What to produce: Lines from the listing that hold the string "screen" are what you should return.

=== Working data ===

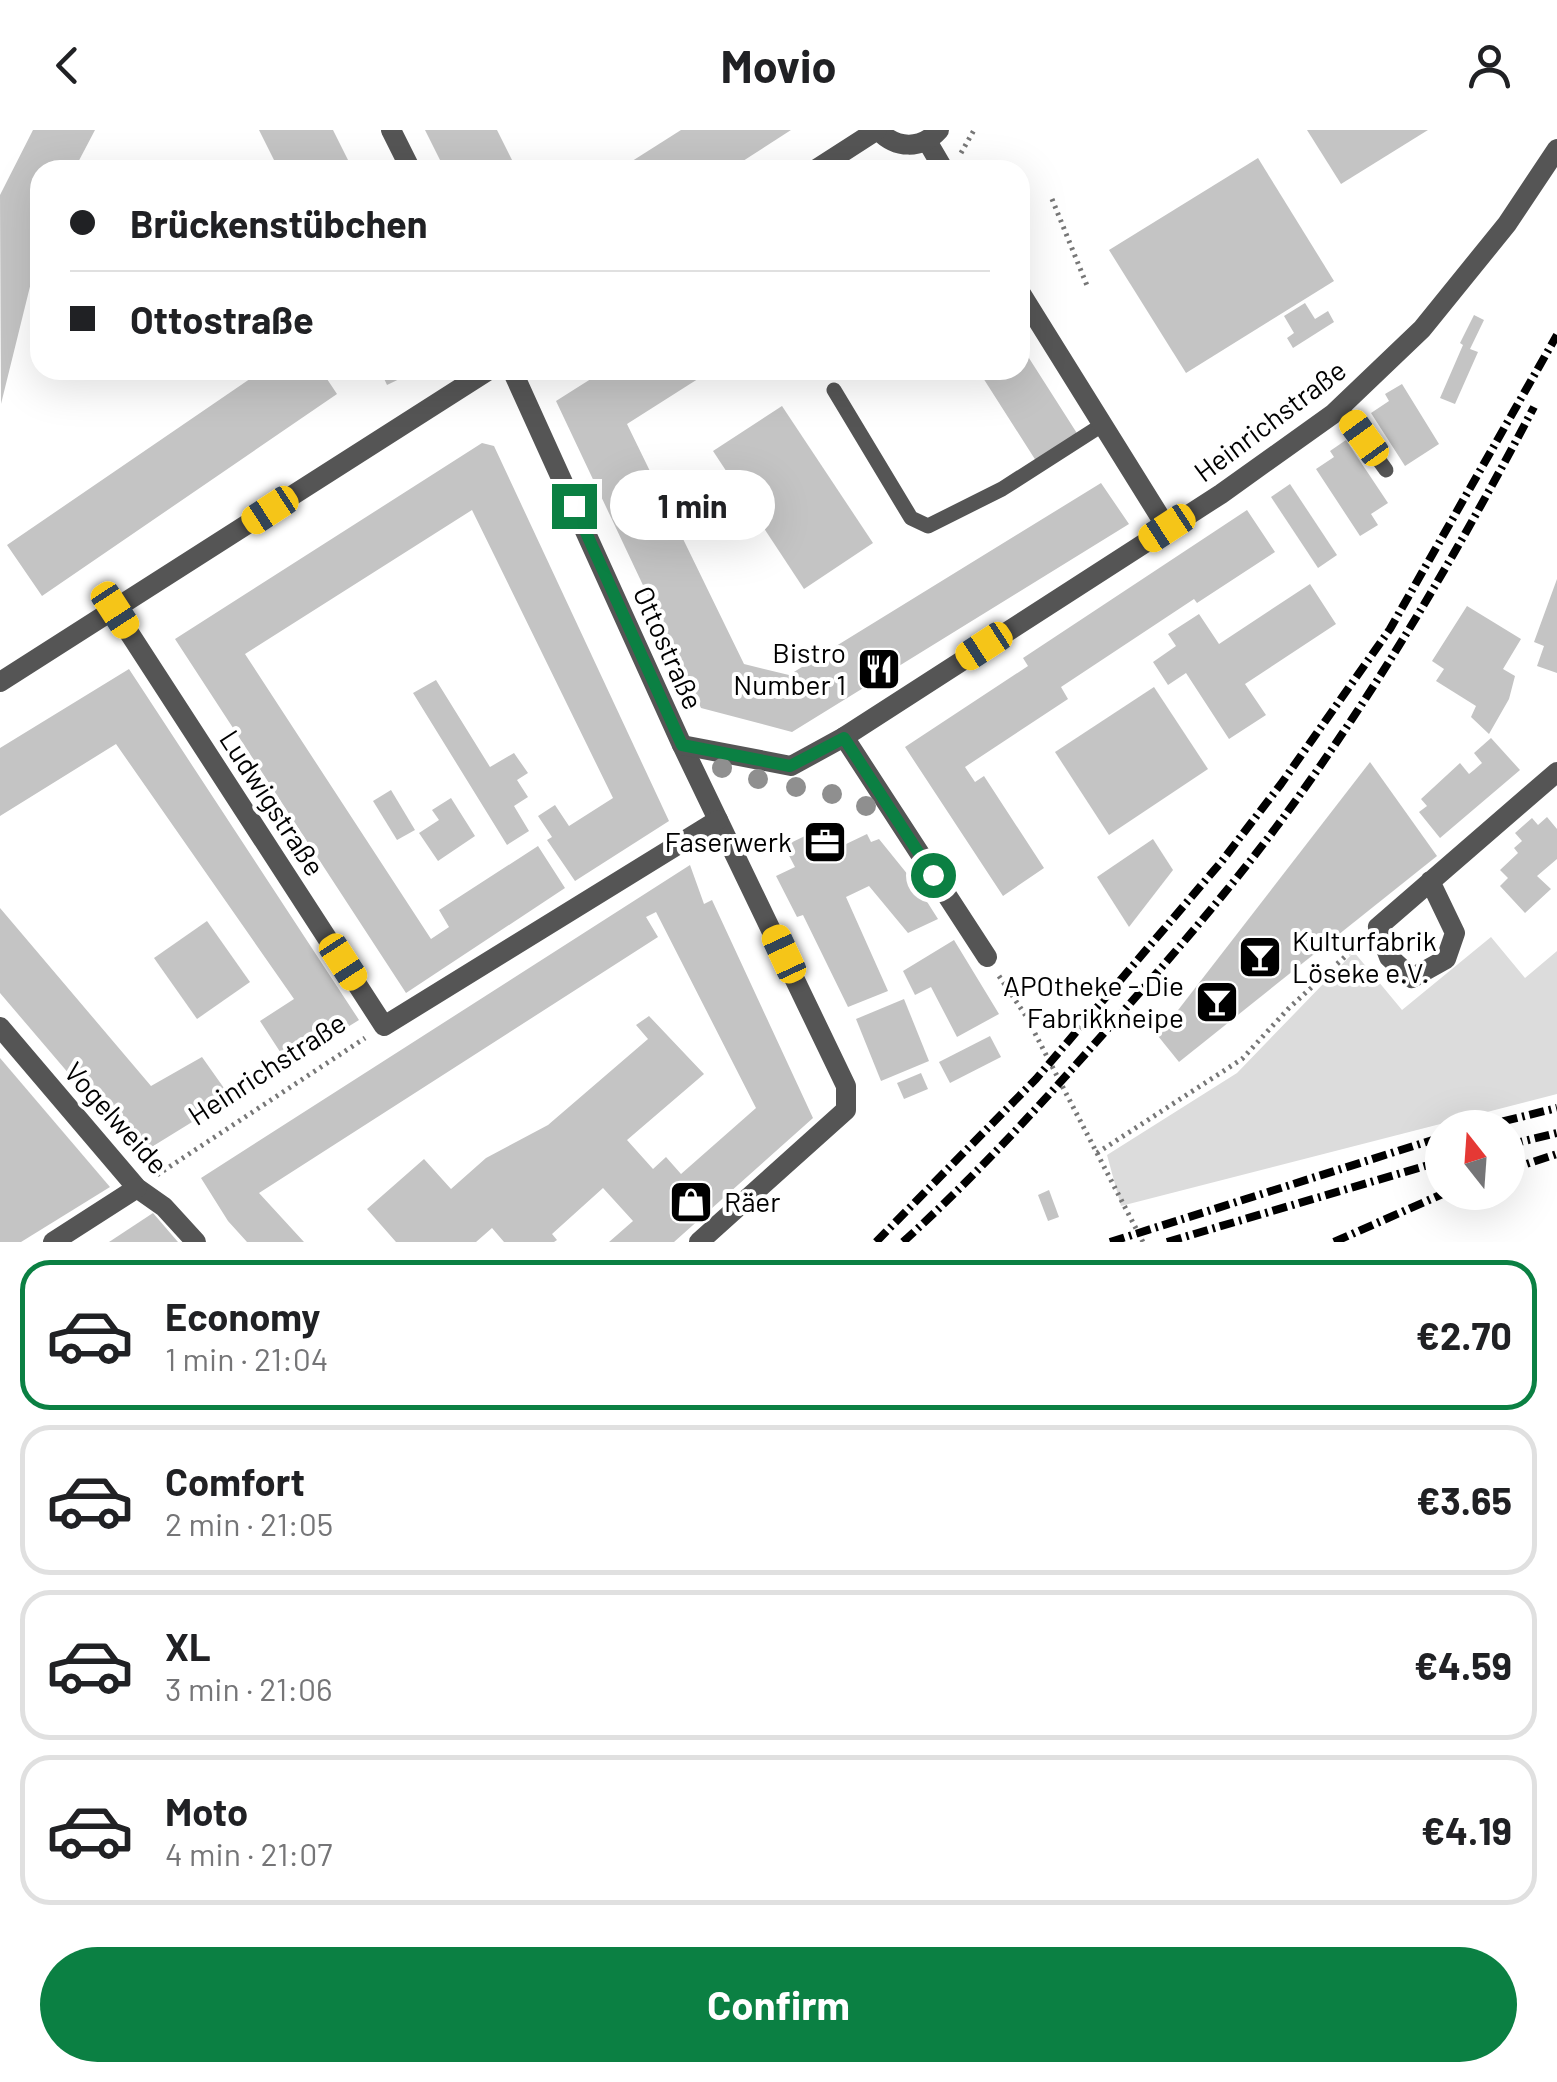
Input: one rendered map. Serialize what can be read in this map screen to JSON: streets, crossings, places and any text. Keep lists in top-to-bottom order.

===
=== Working data ===

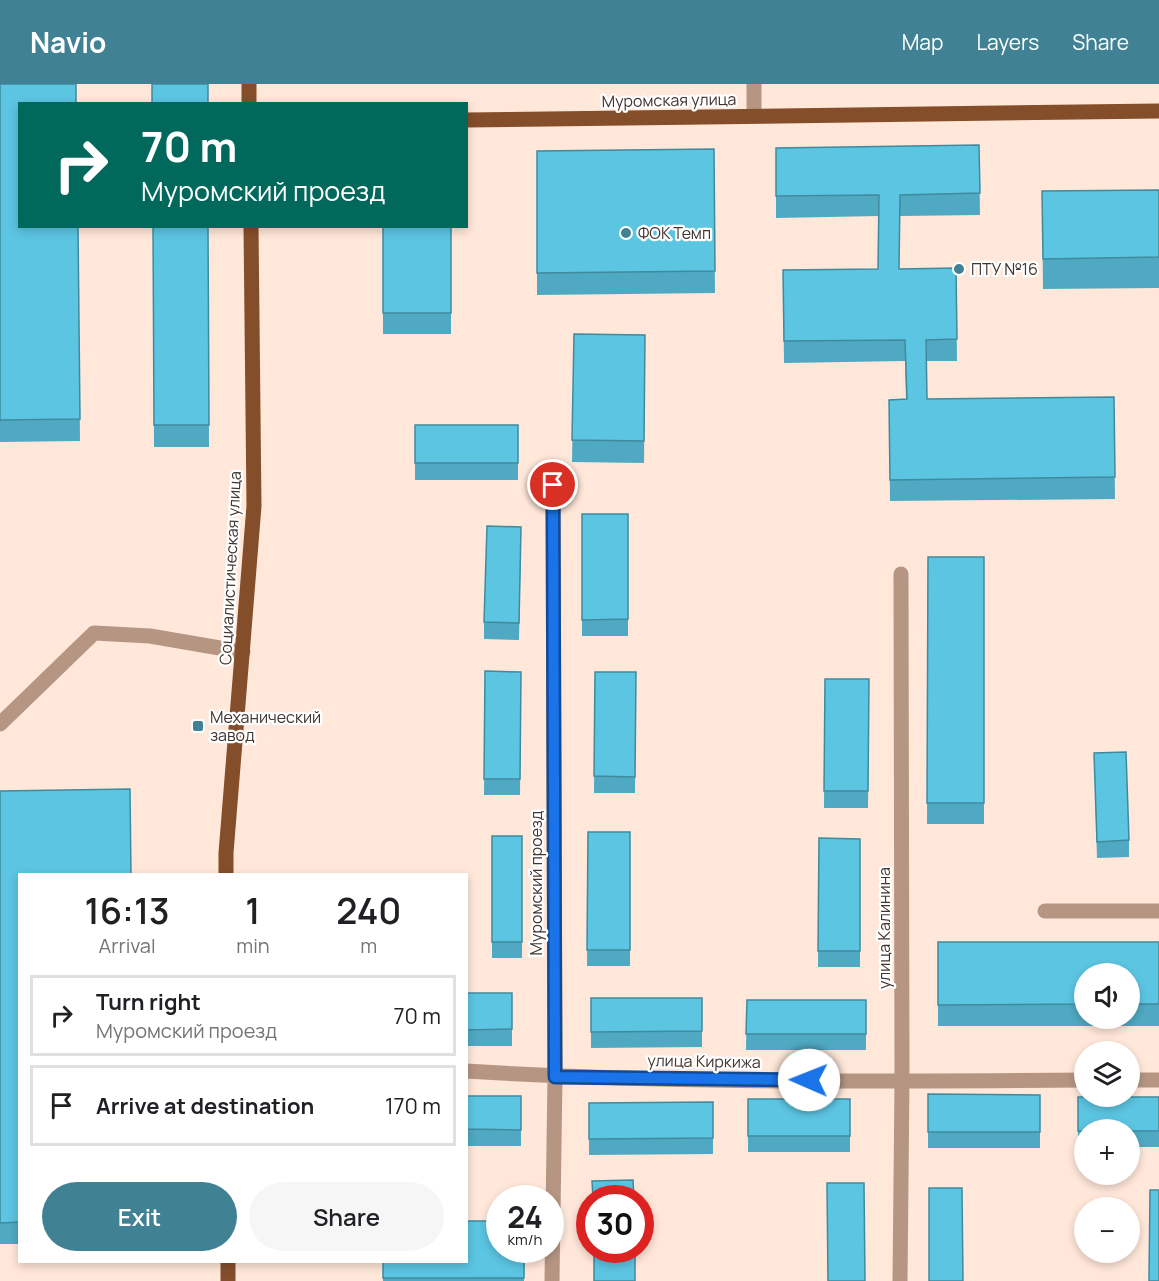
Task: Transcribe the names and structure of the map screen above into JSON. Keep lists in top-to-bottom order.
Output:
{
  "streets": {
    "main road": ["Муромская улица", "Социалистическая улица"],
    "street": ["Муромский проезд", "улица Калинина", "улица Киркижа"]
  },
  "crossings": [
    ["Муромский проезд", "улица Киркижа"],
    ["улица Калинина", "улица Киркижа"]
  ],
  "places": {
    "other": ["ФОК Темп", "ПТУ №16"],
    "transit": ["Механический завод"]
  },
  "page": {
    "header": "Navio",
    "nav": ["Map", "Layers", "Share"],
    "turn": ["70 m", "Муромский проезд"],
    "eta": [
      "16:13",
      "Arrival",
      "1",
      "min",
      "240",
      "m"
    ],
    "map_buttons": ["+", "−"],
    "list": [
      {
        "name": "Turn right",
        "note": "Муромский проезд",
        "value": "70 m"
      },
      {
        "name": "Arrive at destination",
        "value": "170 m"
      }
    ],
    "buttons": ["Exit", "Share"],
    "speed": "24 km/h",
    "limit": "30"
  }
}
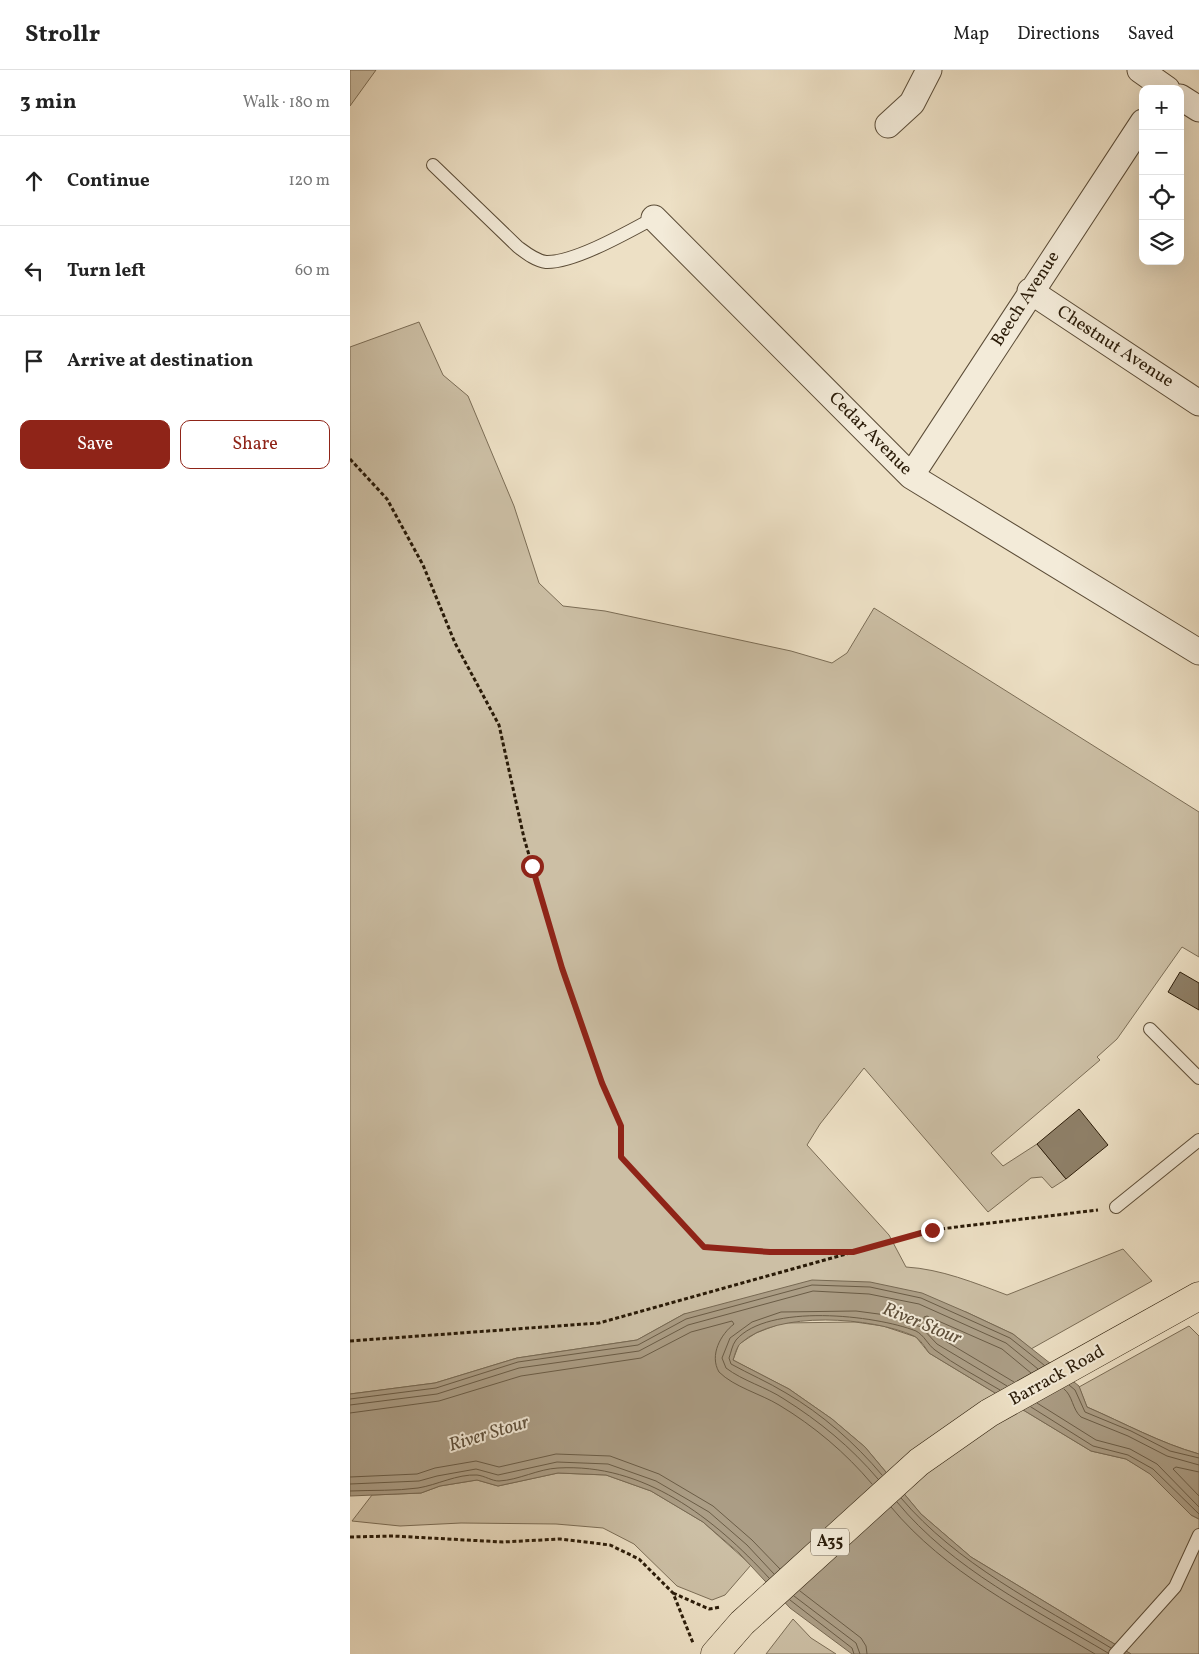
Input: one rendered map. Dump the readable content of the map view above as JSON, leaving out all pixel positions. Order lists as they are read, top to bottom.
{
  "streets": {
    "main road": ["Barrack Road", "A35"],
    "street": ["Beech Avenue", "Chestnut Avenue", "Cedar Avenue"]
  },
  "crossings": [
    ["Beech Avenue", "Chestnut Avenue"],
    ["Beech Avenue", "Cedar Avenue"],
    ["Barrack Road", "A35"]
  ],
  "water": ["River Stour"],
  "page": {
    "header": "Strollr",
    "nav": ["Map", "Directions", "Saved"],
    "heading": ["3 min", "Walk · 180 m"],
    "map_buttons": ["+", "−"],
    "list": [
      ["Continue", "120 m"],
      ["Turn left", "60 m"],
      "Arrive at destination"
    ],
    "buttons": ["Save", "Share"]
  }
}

===
=== Working data ===

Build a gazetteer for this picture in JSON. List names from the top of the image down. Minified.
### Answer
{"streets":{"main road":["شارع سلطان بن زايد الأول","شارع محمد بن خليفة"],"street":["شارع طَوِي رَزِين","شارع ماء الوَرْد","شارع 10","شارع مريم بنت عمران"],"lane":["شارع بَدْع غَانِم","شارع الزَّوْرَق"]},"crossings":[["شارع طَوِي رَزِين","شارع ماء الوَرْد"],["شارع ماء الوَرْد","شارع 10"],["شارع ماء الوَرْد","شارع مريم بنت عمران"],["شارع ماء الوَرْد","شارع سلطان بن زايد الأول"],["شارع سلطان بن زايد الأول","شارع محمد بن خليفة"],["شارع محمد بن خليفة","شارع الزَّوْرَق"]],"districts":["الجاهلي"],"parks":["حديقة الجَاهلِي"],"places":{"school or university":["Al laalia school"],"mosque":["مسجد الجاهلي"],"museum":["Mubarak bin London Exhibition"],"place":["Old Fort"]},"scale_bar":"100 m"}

===

Result of the exercise:
Input: one rendered map. Serialize what can be read in this map screen to JSON: streets, crossings, places and any text. Keep lists in top-to-bottom order.
Task: Transcribe the names and structure of the map screen above into JSON. Keep lists in top-to-bottom order.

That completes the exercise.